### TASK TO COMPLETE
The answer is to be the data below, written out in full and exactly.

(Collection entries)
↓↓↓
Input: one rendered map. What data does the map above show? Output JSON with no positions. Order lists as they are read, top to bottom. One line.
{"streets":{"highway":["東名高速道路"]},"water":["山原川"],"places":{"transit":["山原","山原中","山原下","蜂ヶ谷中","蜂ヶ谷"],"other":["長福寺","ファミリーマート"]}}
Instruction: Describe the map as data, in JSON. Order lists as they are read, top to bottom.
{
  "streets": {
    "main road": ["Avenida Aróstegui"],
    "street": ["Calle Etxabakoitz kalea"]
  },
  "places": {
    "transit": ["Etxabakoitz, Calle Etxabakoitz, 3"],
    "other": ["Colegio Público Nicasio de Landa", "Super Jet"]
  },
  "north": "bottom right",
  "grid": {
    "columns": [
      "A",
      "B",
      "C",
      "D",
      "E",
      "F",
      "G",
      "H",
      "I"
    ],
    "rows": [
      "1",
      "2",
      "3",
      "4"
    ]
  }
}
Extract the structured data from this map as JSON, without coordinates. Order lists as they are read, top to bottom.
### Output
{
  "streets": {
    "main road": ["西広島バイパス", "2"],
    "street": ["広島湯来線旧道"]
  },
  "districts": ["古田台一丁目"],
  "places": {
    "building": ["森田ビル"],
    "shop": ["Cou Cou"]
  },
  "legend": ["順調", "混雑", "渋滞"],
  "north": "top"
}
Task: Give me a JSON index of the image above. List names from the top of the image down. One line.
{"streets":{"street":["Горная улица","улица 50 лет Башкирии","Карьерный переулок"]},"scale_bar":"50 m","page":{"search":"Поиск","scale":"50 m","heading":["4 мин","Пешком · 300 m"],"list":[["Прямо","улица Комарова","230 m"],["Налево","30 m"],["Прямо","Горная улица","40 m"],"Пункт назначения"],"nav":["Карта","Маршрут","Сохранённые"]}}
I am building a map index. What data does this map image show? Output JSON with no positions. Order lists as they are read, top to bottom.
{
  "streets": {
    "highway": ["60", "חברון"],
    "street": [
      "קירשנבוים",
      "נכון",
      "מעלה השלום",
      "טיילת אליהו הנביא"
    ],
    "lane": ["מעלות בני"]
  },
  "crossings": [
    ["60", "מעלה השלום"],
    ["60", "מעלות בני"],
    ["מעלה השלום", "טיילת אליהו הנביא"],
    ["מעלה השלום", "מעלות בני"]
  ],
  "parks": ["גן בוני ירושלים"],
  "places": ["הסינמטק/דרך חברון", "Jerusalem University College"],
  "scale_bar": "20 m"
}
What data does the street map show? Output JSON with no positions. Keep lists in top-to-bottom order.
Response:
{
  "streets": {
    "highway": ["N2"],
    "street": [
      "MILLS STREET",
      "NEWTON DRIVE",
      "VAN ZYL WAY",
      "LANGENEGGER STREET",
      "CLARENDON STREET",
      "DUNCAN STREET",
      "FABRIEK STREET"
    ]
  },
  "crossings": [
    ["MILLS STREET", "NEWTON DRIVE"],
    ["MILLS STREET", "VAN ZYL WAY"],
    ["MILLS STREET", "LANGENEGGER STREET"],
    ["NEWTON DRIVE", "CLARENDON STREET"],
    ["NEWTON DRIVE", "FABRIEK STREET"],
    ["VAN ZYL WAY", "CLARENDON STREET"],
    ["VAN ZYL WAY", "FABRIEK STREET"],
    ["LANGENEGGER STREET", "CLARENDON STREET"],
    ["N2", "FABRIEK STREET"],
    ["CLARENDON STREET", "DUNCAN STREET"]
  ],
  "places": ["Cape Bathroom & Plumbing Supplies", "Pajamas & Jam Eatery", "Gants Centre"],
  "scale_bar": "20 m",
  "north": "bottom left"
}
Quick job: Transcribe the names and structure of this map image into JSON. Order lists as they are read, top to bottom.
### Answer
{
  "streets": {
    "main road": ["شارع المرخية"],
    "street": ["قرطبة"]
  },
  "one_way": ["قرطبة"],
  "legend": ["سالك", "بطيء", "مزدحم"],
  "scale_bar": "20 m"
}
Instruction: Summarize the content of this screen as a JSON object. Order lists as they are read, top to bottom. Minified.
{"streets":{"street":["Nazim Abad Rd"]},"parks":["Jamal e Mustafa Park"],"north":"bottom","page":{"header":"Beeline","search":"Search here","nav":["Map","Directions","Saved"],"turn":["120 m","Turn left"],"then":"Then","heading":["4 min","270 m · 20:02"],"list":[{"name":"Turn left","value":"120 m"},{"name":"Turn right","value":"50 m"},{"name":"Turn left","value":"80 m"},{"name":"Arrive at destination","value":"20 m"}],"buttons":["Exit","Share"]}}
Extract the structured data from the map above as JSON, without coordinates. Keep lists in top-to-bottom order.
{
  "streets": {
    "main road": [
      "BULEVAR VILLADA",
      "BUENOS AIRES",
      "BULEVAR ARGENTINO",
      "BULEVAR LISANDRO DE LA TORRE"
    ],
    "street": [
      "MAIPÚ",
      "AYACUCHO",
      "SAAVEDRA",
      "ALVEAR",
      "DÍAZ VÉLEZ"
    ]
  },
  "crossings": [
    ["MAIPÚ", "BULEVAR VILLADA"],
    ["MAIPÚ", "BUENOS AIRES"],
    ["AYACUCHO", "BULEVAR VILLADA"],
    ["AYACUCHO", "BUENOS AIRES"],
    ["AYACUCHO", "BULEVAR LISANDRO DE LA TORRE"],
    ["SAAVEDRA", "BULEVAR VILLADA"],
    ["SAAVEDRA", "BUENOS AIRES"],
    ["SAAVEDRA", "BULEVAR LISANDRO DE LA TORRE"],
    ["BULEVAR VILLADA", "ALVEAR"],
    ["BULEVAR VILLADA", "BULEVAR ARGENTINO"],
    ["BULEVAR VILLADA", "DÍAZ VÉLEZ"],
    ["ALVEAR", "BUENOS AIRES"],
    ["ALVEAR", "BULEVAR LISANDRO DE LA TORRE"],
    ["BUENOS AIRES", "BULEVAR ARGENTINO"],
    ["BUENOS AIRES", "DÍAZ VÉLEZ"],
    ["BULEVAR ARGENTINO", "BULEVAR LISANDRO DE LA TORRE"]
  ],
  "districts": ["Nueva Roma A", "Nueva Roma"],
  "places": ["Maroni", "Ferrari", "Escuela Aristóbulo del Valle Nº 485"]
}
↑↑↑
### ANSWER
Input: one rendered map. What data does the map above show? Output JSON with no positions. Order lists as they are read, top to bottom. One line.
{"streets":{"highway":["東名高速道路"]},"water":["山原川"],"places":{"transit":["山原","山原中","山原下","蜂ヶ谷中","蜂ヶ谷"],"other":["長福寺","ファミリーマート"]}}
Instruction: Describe the map as data, in JSON. Order lists as they are read, top to bottom.
{
  "streets": {
    "main road": ["Avenida Aróstegui"],
    "street": ["Calle Etxabakoitz kalea"]
  },
  "places": {
    "transit": ["Etxabakoitz, Calle Etxabakoitz, 3"],
    "other": ["Colegio Público Nicasio de Landa", "Super Jet"]
  },
  "north": "bottom right",
  "grid": {
    "columns": [
      "A",
      "B",
      "C",
      "D",
      "E",
      "F",
      "G",
      "H",
      "I"
    ],
    "rows": [
      "1",
      "2",
      "3",
      "4"
    ]
  }
}
Extract the structured data from this map as JSON, without coordinates. Order lists as they are read, top to bottom.
### Output
{
  "streets": {
    "main road": ["西広島バイパス", "2"],
    "street": ["広島湯来線旧道"]
  },
  "districts": ["古田台一丁目"],
  "places": {
    "building": ["森田ビル"],
    "shop": ["Cou Cou"]
  },
  "legend": ["順調", "混雑", "渋滞"],
  "north": "top"
}
Task: Give me a JSON index of the image above. List names from the top of the image down. One line.
{"streets":{"street":["Горная улица","улица 50 лет Башкирии","Карьерный переулок"]},"scale_bar":"50 m","page":{"search":"Поиск","scale":"50 m","heading":["4 мин","Пешком · 300 m"],"list":[["Прямо","улица Комарова","230 m"],["Налево","30 m"],["Прямо","Горная улица","40 m"],"Пункт назначения"],"nav":["Карта","Маршрут","Сохранённые"]}}
I am building a map index. What data does this map image show? Output JSON with no positions. Order lists as they are read, top to bottom.
{
  "streets": {
    "highway": ["60", "חברון"],
    "street": [
      "קירשנבוים",
      "נכון",
      "מעלה השלום",
      "טיילת אליהו הנביא"
    ],
    "lane": ["מעלות בני"]
  },
  "crossings": [
    ["60", "מעלה השלום"],
    ["60", "מעלות בני"],
    ["מעלה השלום", "טיילת אליהו הנביא"],
    ["מעלה השלום", "מעלות בני"]
  ],
  "parks": ["גן בוני ירושלים"],
  "places": ["הסינמטק/דרך חברון", "Jerusalem University College"],
  "scale_bar": "20 m"
}
What data does the street map show? Output JSON with no positions. Keep lists in top-to-bottom order.
Response:
{
  "streets": {
    "highway": ["N2"],
    "street": [
      "MILLS STREET",
      "NEWTON DRIVE",
      "VAN ZYL WAY",
      "LANGENEGGER STREET",
      "CLARENDON STREET",
      "DUNCAN STREET",
      "FABRIEK STREET"
    ]
  },
  "crossings": [
    ["MILLS STREET", "NEWTON DRIVE"],
    ["MILLS STREET", "VAN ZYL WAY"],
    ["MILLS STREET", "LANGENEGGER STREET"],
    ["NEWTON DRIVE", "CLARENDON STREET"],
    ["NEWTON DRIVE", "FABRIEK STREET"],
    ["VAN ZYL WAY", "CLARENDON STREET"],
    ["VAN ZYL WAY", "FABRIEK STREET"],
    ["LANGENEGGER STREET", "CLARENDON STREET"],
    ["N2", "FABRIEK STREET"],
    ["CLARENDON STREET", "DUNCAN STREET"]
  ],
  "places": ["Cape Bathroom & Plumbing Supplies", "Pajamas & Jam Eatery", "Gants Centre"],
  "scale_bar": "20 m",
  "north": "bottom left"
}
Quick job: Transcribe the names and structure of this map image into JSON. Order lists as they are read, top to bottom.
### Answer
{
  "streets": {
    "main road": ["شارع المرخية"],
    "street": ["قرطبة"]
  },
  "one_way": ["قرطبة"],
  "legend": ["سالك", "بطيء", "مزدحم"],
  "scale_bar": "20 m"
}
Instruction: Summarize the content of this screen as a JSON object. Order lists as they are read, top to bottom. Minified.
{"streets":{"street":["Nazim Abad Rd"]},"parks":["Jamal e Mustafa Park"],"north":"bottom","page":{"header":"Beeline","search":"Search here","nav":["Map","Directions","Saved"],"turn":["120 m","Turn left"],"then":"Then","heading":["4 min","270 m · 20:02"],"list":[{"name":"Turn left","value":"120 m"},{"name":"Turn right","value":"50 m"},{"name":"Turn left","value":"80 m"},{"name":"Arrive at destination","value":"20 m"}],"buttons":["Exit","Share"]}}
Extract the structured data from the map above as JSON, without coordinates. Keep lists in top-to-bottom order.
{
  "streets": {
    "main road": [
      "BULEVAR VILLADA",
      "BUENOS AIRES",
      "BULEVAR ARGENTINO",
      "BULEVAR LISANDRO DE LA TORRE"
    ],
    "street": [
      "MAIPÚ",
      "AYACUCHO",
      "SAAVEDRA",
      "ALVEAR",
      "DÍAZ VÉLEZ"
    ]
  },
  "crossings": [
    ["MAIPÚ", "BULEVAR VILLADA"],
    ["MAIPÚ", "BUENOS AIRES"],
    ["AYACUCHO", "BULEVAR VILLADA"],
    ["AYACUCHO", "BUENOS AIRES"],
    ["AYACUCHO", "BULEVAR LISANDRO DE LA TORRE"],
    ["SAAVEDRA", "BULEVAR VILLADA"],
    ["SAAVEDRA", "BUENOS AIRES"],
    ["SAAVEDRA", "BULEVAR LISANDRO DE LA TORRE"],
    ["BULEVAR VILLADA", "ALVEAR"],
    ["BULEVAR VILLADA", "BULEVAR ARGENTINO"],
    ["BULEVAR VILLADA", "DÍAZ VÉLEZ"],
    ["ALVEAR", "BUENOS AIRES"],
    ["ALVEAR", "BULEVAR LISANDRO DE LA TORRE"],
    ["BUENOS AIRES", "BULEVAR ARGENTINO"],
    ["BUENOS AIRES", "DÍAZ VÉLEZ"],
    ["BULEVAR ARGENTINO", "BULEVAR LISANDRO DE LA TORRE"]
  ],
  "districts": ["Nueva Roma A", "Nueva Roma"],
  "places": ["Maroni", "Ferrari", "Escuela Aristóbulo del Valle Nº 485"]
}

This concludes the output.